Nella smiled at this, because it was exactly the kind of thing he would have said. Instinctively Constance had even adopted the way he’d have said it.

‘He cared. He understood. And he was so kind, so compassionate.’ Constance’s eyes grew misty at the memory. ‘The absolute opposite of Henry. We sat on the bench and talked about his life and how happy he’d been with his wife and how lucky they were to have found each other. And I ended up telling him how hopeless I felt because I couldn’t see a way out of the mess I was in.’ She paused, her spine straightening, chin lifting in defiance. ‘So that was how we met. He was an exceptional man, so thoughtful and kind. I adored him. It wasn’t long before we started meeting up in secret, after dark. We had to be incredibly careful, of course. And I was the one who instigated the relationship, because it had to come from me. But it was the best thing that had ever happened. Vernon lit up my life and I treasured every minute with him. Being with him made everything so much better.’ She stopped to take another swallow of gin, then slowly shook her head. ‘And then I discovered I was pregnant.’

‘Were you still happy with him?’ said Hugo.

‘I was.’

‘But you didn’t stay together.’

‘I know. The morning sickness started early and there was no hiding it from Henry. He guessed right away and was over the moon, telling everyone we had a baby on the way.’

‘You could have left him,’ said Hugo. ‘Run off with Vernon.’

‘And lived happily together for the rest of our lives? The lady of the manor and the humble estate worker who lived in Tin Cottage?’ Constance grimaced. ‘Those were Vernon’s words, by the way, not mine. He said it would never work, and I knew he was right. I was too much of a coward to leave Henry, if I’m honest. I liked living here, having money and social standing, even if my marriage wasn’t the best. Vernon told me we needed to stop seeing each other and to act as if our relationship had never happened. He said it was the only way. So that’s what we did. We both made sure our paths didn’t cross after that. We’d got away with it, and we knew how lucky we were.’

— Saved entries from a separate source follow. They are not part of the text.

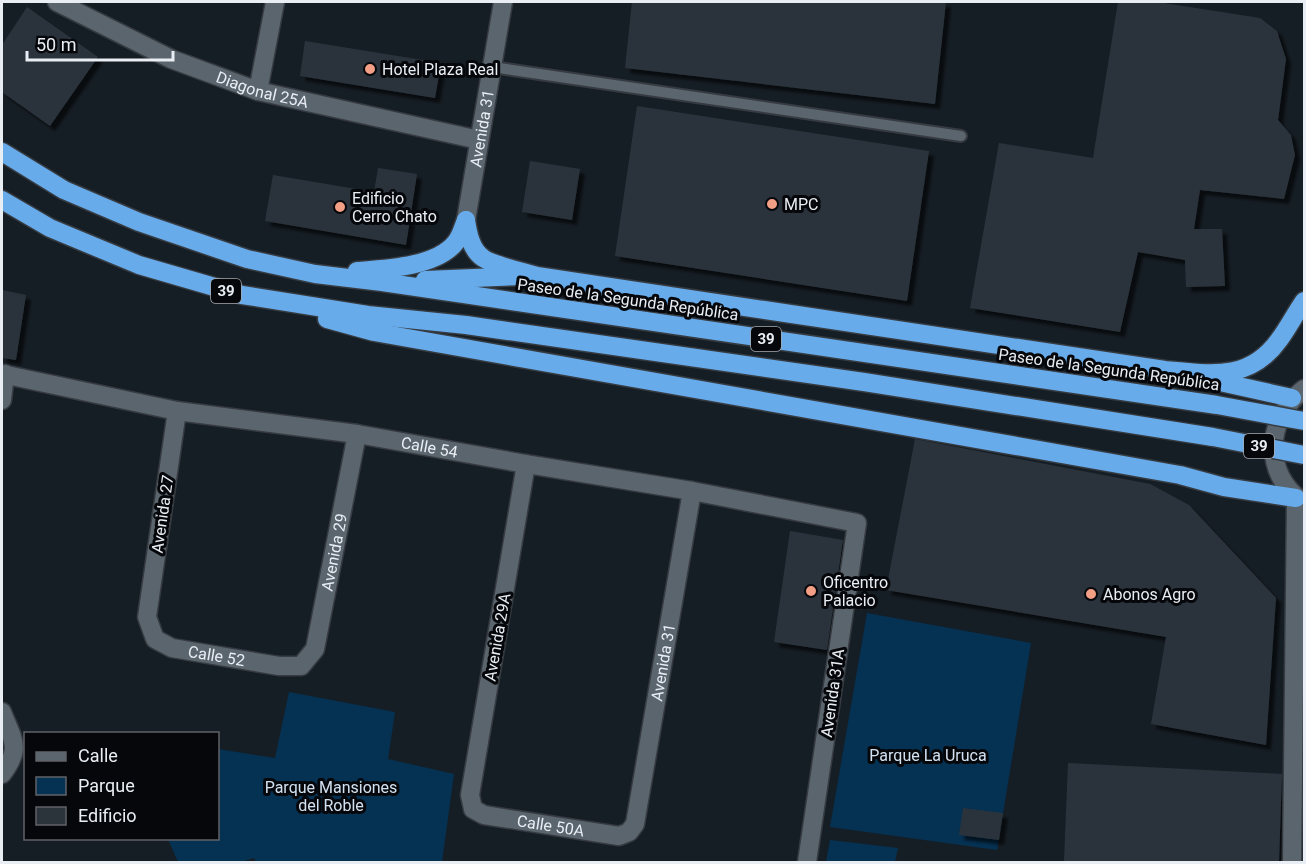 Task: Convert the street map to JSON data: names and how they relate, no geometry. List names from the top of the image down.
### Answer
{
  "streets": {
    "highway": ["39", "Paseo de la Segunda República"],
    "street": [
      "Diagonal 25A",
      "Avenida 31",
      "Calle 54",
      "Avenida 27",
      "Avenida 29",
      "Avenida 29A",
      "Calle 52",
      "Avenida 31A",
      "Calle 50A"
    ]
  },
  "crossings": [
    ["Diagonal 25A", "Avenida 31"],
    ["Avenida 31", "Calle 54"],
    ["Avenida 31", "Calle 50A"],
    ["Calle 54", "Avenida 27"],
    ["Calle 54", "Avenida 29"],
    ["Calle 54", "Avenida 29A"],
    ["Calle 54", "Avenida 31A"],
    ["Avenida 27", "Calle 52"],
    ["Avenida 29", "Calle 52"],
    ["Avenida 29A", "Calle 50A"]
  ],
  "parks": ["Parque La Uruca", "Parque Mansiones del Roble"],
  "places": [
    "Hotel Plaza Real",
    "MPC",
    "Edificio Cerro Chato",
    "Oficentro Palacio",
    "Abonos Agro"
  ],
  "legend": ["Calle", "Parque", "Edificio"],
  "scale_bar": "50 m"
}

‘You never saw him again?’ said Nella.

‘To speak to? Just the once. It was a few days before he died, when we knew he didn’t have long left. The nurses assumed I was paying a duty visit to one of the loyal tenants of the Starbourne estate. They let me stay with him for twenty minutes.’ Her eyes brimming, she took a breath. ‘I told him I’d always loved him. And he said he’d never stopped loving me. That was on the Wednesday. By the weekend he was gone.’

‘I visited him on the Thursday morning,’ Nella remembered. ‘The nurses told me you’d been in the evening before. I thought how kind of you to have made the effort.’

‘He was the most wonderful man I’d ever met.’ Constance wiped her eyes, then gathered herself and said simply, ‘It was no effort at all.’